Both do share one thing, however, when it comes to tax havens: Hillary Clinton and Donald Trump have companies registered at the same address (also “shared” by 285,000 other companies) in Wilmington, Delaware. In other words, they make use of the “Delaware loophole,” which allows for the legal shifting of earnings from elsewhere in the country to the ultimate tax haven state in the U.S.  Neither, as Rupert Neate of the Guardian has written, has been willing to offer any explanation for this. That’s the political beauty of loopholes: closing one is different from eradicating an entire practice but suffices as a promise.

Hillary

Hillary has gone after tax havens before. In 2004, as a New York senator, she vowed to close tax loopholes for “people who create a mailbox, or a drop, or send one person to sit on the beach in some island paradise and claim that it is their offshore headquarters.”  She introduced no bills to do so, however.

She has spoken out against corporate tax inversions, too. She wants Congress to prevent them by imposing what she calls a “commonsense 50%” threshold on them; in other words, as long as a company keeps at least half of its operations in this country, it would be considered a U.S. company for tax purposes, no matter the inversions. She also has favored an “exit tax” to ensure that multinationals pay a “fair” share of U.S. taxes owed on earnings stored overseas. Both of these suggestions would put some modest limits on offshore tax dodging (after the fact), but not come within a country mile of banning it.
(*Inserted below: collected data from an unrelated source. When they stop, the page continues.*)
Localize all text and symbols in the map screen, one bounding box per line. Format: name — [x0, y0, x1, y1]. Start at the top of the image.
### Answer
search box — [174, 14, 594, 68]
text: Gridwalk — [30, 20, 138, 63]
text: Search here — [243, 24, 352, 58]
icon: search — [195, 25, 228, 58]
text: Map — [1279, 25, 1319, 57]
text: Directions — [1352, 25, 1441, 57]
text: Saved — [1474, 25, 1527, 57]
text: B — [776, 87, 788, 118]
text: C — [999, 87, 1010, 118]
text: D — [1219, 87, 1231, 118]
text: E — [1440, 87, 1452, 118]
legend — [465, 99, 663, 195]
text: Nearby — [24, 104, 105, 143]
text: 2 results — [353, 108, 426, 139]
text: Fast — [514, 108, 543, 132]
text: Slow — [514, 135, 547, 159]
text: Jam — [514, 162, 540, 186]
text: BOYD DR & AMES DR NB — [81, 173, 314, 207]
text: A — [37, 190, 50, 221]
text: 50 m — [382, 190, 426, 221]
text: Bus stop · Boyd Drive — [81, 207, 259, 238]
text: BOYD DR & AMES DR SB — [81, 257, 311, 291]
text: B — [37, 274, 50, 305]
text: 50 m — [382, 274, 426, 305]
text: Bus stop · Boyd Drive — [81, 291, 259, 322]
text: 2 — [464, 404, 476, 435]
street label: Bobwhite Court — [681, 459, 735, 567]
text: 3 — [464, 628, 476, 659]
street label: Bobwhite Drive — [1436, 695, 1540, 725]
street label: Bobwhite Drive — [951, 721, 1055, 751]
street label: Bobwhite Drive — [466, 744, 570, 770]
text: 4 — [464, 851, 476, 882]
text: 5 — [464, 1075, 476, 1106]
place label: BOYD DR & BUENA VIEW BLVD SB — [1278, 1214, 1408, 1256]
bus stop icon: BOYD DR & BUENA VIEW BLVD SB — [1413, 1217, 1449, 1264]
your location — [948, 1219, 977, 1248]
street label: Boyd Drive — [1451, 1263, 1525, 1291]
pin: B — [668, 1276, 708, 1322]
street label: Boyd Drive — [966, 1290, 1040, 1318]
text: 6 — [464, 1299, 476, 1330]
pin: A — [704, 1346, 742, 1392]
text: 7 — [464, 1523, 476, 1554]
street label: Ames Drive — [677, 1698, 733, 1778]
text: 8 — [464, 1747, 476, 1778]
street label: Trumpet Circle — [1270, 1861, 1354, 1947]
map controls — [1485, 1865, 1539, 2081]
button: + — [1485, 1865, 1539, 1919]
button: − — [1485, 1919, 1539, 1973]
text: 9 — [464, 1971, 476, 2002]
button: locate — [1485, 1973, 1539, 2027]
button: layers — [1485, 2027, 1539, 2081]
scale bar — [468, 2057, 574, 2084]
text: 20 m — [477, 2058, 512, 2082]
On such subjects, she can sound strong indeed at appropriate moments. InFebruary 2016, for instance, she said, “We need to go after a company like Johnson Controls that is trying to avoid paying taxes after all of us bailed it out by pretending to sell itself in a so-called inversion in Europe.” It evidently didn’t matter to her that the same automotive parts company set to merge with Tyco International (based in Ireland to dodge taxes) had donated money to the Clinton Foundation charity as recently as December 2015. (Johnson Controls denied Hillary’s claims that it had received a bailout during the financial crisis.)
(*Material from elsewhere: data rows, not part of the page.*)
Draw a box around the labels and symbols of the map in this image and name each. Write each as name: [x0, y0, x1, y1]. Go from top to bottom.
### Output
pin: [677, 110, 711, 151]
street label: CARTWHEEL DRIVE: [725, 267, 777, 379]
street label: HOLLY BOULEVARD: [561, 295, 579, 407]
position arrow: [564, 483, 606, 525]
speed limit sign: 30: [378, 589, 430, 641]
Hillary, lest we forget, joined the board of directors of the the Clinton Foundation, the family charity, in 2013. She resigned in April 2015 to run for president. Now, keeping it in the family, her husband, Bill, and her daughter, Chelsea, remain standing members of the board. Spawned from the William J. Clinton Foundation, founded in 1997, the charity has raised $2 billion, has about 2,000 employees (including at times members of Hillary's political team), and boasts an annual budget of $223 million.

Like many gilt-edged couples, Hillary and Bill Clinton have themselves utilized onshore and offshore tax loopholes. In 2010, they used a common tax-dodging technique by placing their multi-million dollar home in Chappaqua, New York, in a “residence trust.” After he left office, Bill spent five years as an “adviser” to billionaire (now-ex-pal) Ron Burkle’s investment fund, Yucaipa Global, which had funds registered in the Cayman Islands and Dubai. That alliance netted Bill at least $15 million.

Hillary’s bedrock thinking on money flowing out of the U.S. and into the offshore world can best be seen in her support for the 2012 U.S.-Panama Trade Promotion Agreement when she was secretary of state. The agreement removed “barriers to U.S. services, including financial services,” which actually simplified the process of squirreling money away in or through Panama by allowing it to flow freely into that country.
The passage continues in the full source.